TREX: Hidden text in documents
[documents] [documents to go] [hidden] [HTMLExport] [my documents] [my documents my qq] [Stellent] [text]
Symptom
You use TREX 5.0 or higher and index a document with hidden text. The system does not index this hidden text and you do not find the specified document during a search for key words in the hidden text.
Hidden text can be defined in different text formats, for example Microsoft Word or Adobe PDF. Usually this property is used in order to store comments in the document. However, there is also OCR (Optical Character Recognizing) software, that stores the identified text hidden and displays the original graphic.
Other terms
Stellent, HTMLExport, hidden text
Reason and Prerequisites
TREX uses software components which convert several document formats into HTML in order to access the textual contents of the processed document. During this conversion, hidden text is stored as an HTML comment. The system usually ignores this HTML comment during the following processing of the document.
Solution
In delivery track TREX 5.0 SP4 you must use at least Patch3 Hotfix 2. You can then use environment variable SAP_RETRIEVAL_INCLUDE_HIDDEN to influence the behavior during the conversion of documents into HTML. When you define this variable and allocate value TRUE, the system includes the comments, which are generated during the conversion, in the document text and thus they are indexed. If the variable has another value or if is not defined, hidden text is not indexed.
In delivery track TREX 5.0 SP5 you must use at least Support Package 1. In delivery track TREX 6.0 or higher the setting option is always possible. In these versions the behavior is influenced by settings in configuration file TREXFilter.ini. There, in the Section [filter], set parameter “includehidden” to value true. (If necessary, therefore insert line “includehidden = true”.) This setting allows to include and index comments generated during the conversion in the document text. If the variable has another value or if is not defined, hidden text is not indexed.
Note that these settings apply only to higher document formats as Microsoft Word, Microsoft Powerpoint or Adobe PDF. The processing of pure ASCII-text, HTML documents or XML documents is not affected by these settings. In particular, comments in HTML documents are typically ignored.
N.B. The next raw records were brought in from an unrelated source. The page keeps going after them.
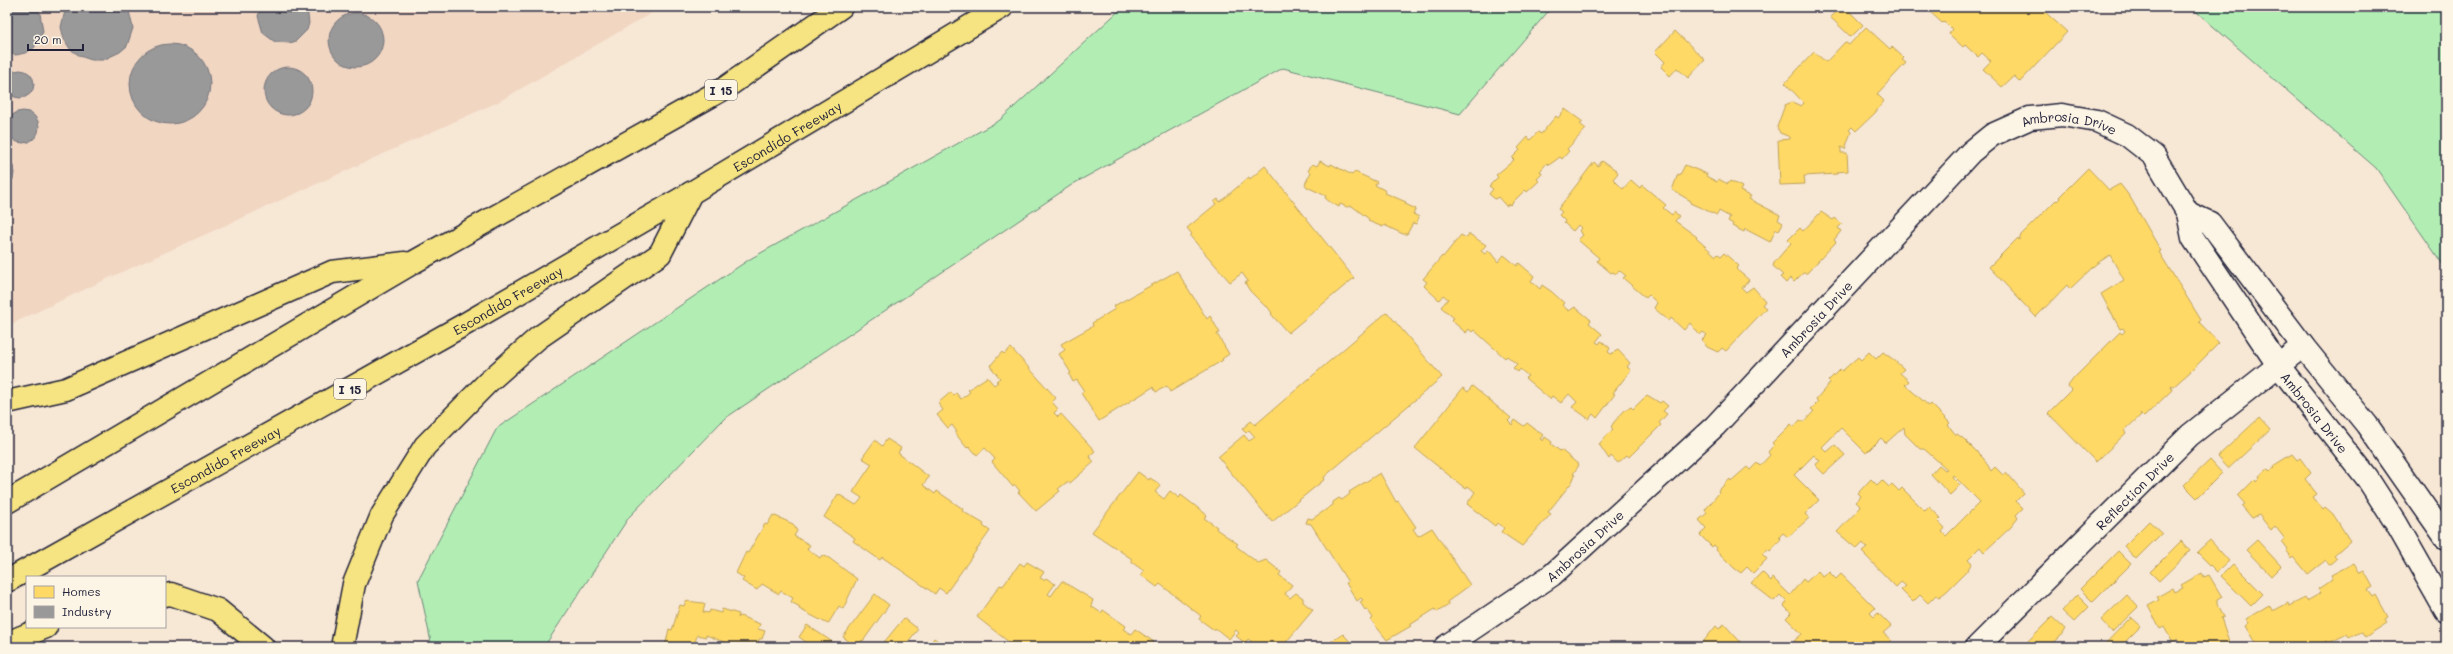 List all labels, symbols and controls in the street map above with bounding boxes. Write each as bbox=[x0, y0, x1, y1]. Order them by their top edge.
scale bar bbox=[28, 26, 83, 52]
text: 20 m bbox=[34, 31, 62, 47]
road number: I 15 bbox=[705, 80, 737, 100]
street label: Escondido Freeway bbox=[729, 97, 844, 175]
street label: Ambrosia Drive bbox=[2017, 107, 2120, 138]
street label: Escondido Freeway bbox=[450, 261, 565, 338]
street label: Ambrosia Drive bbox=[1776, 277, 1855, 360]
street label: Ambrosia Drive bbox=[2278, 368, 2352, 456]
road number: I 15 bbox=[334, 379, 366, 399]
street label: Escondido Freeway bbox=[167, 421, 283, 496]
street label: Reflection Drive bbox=[2092, 448, 2177, 533]
street label: Ambrosia Drive bbox=[1543, 506, 1627, 585]
legend bbox=[26, 576, 166, 628]
text: Homes bbox=[62, 583, 101, 599]
text: Industry bbox=[62, 603, 111, 619] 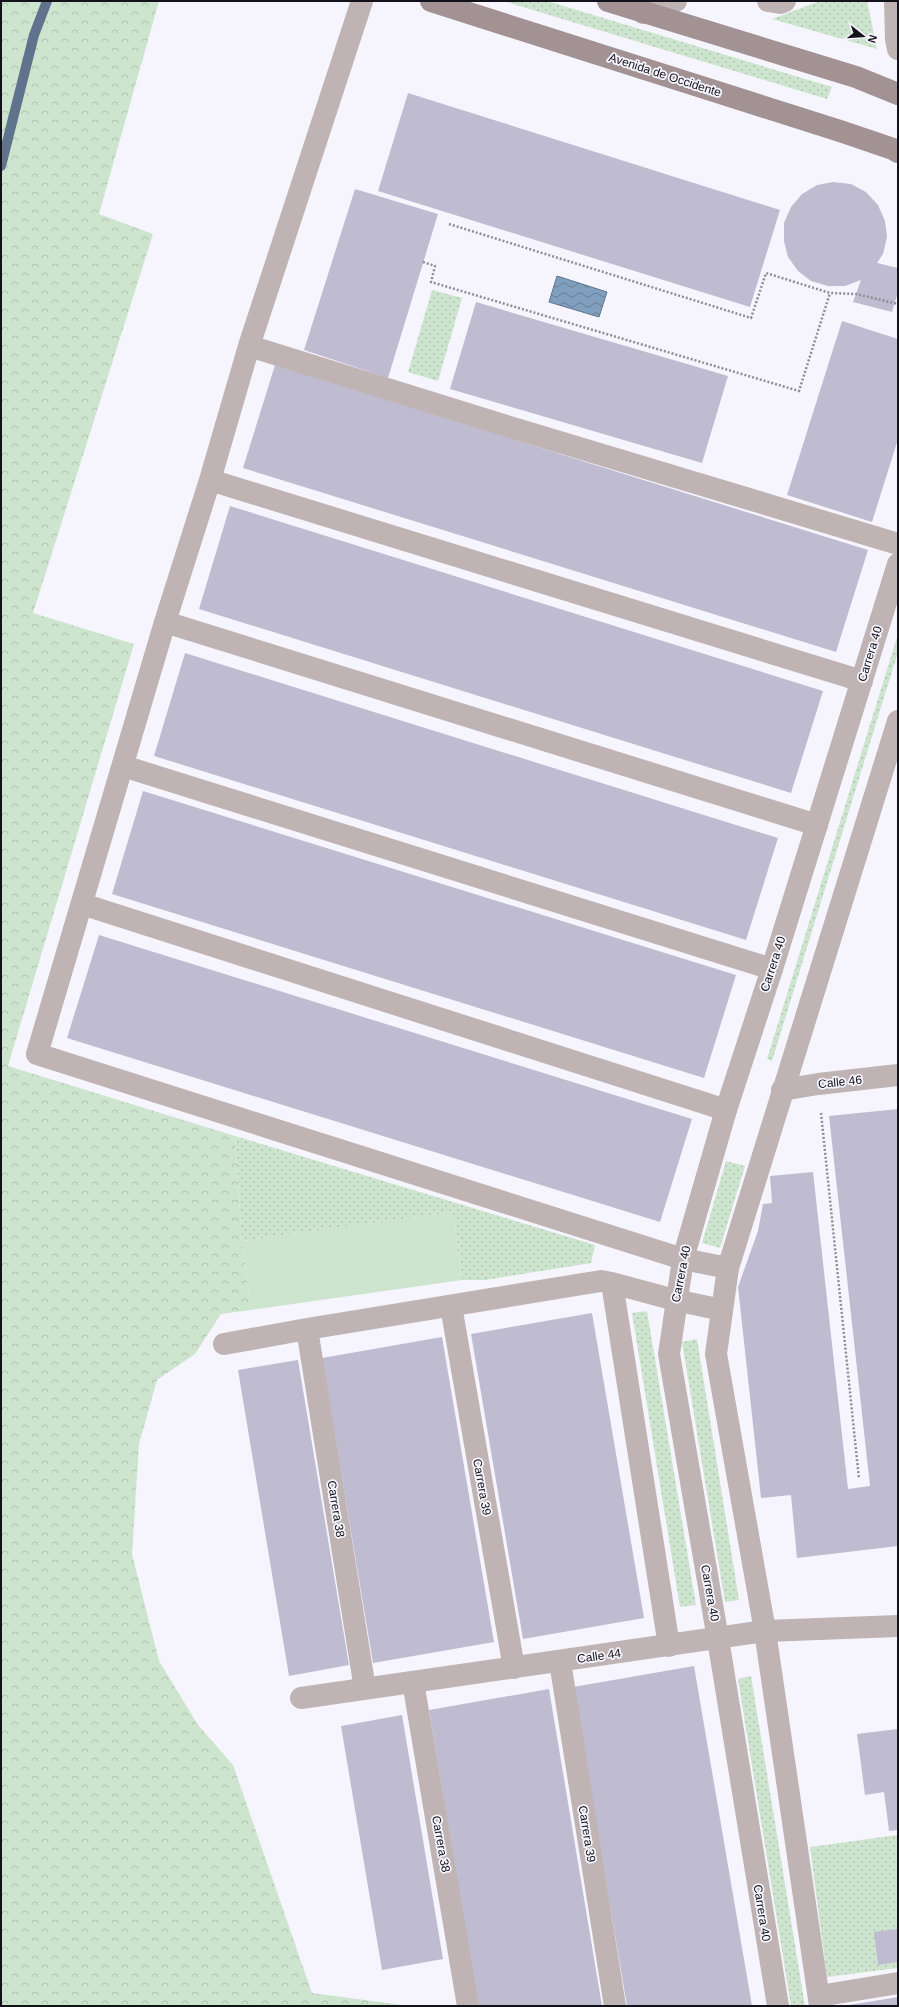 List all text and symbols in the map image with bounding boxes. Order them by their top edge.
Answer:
north arrow [843,16,883,56]
text: N [866,33,879,45]
street label: Avenida de Occidente [607,50,723,100]
street label: Carrera 40 [855,624,885,683]
street label: Carrera 40 [757,934,789,993]
street label: Calle 46 [817,1073,863,1091]
street label: Carrera 40 [669,1244,693,1303]
street label: Carrera 39 [470,1458,494,1517]
street label: Carrera 38 [325,1480,347,1539]
street label: Carrera 40 [698,1564,722,1623]
street label: Calle 44 [576,1646,622,1666]
street label: Carrera 39 [576,1805,598,1864]
street label: Carrera 38 [429,1815,453,1874]
street label: Carrera 40 [751,1884,773,1943]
The following is a short instruction how to set the value of environment variables in Windows 2000. If you have questions on this topic, read the documentation of the operating system. If you have questions regarding this topic, refer to the operating system manual.
1. You must have administrator authorizations, because you must change the system settings.2. Change into the system control via Start -> Settings -> System control -> System.3. Select tab title ‘Advanced’.4. Choose the “Environment variables…”5. Choose “New …” in frame “System variables”.6. Enter “SAP_RETRIEVAL_INCLUDE_HIDDEN” as variable name.7. Enter the desired value (TRUE, if you want to index hidden text).8. Restart the PC.
Depending on your set-up, there can be several options to set this value.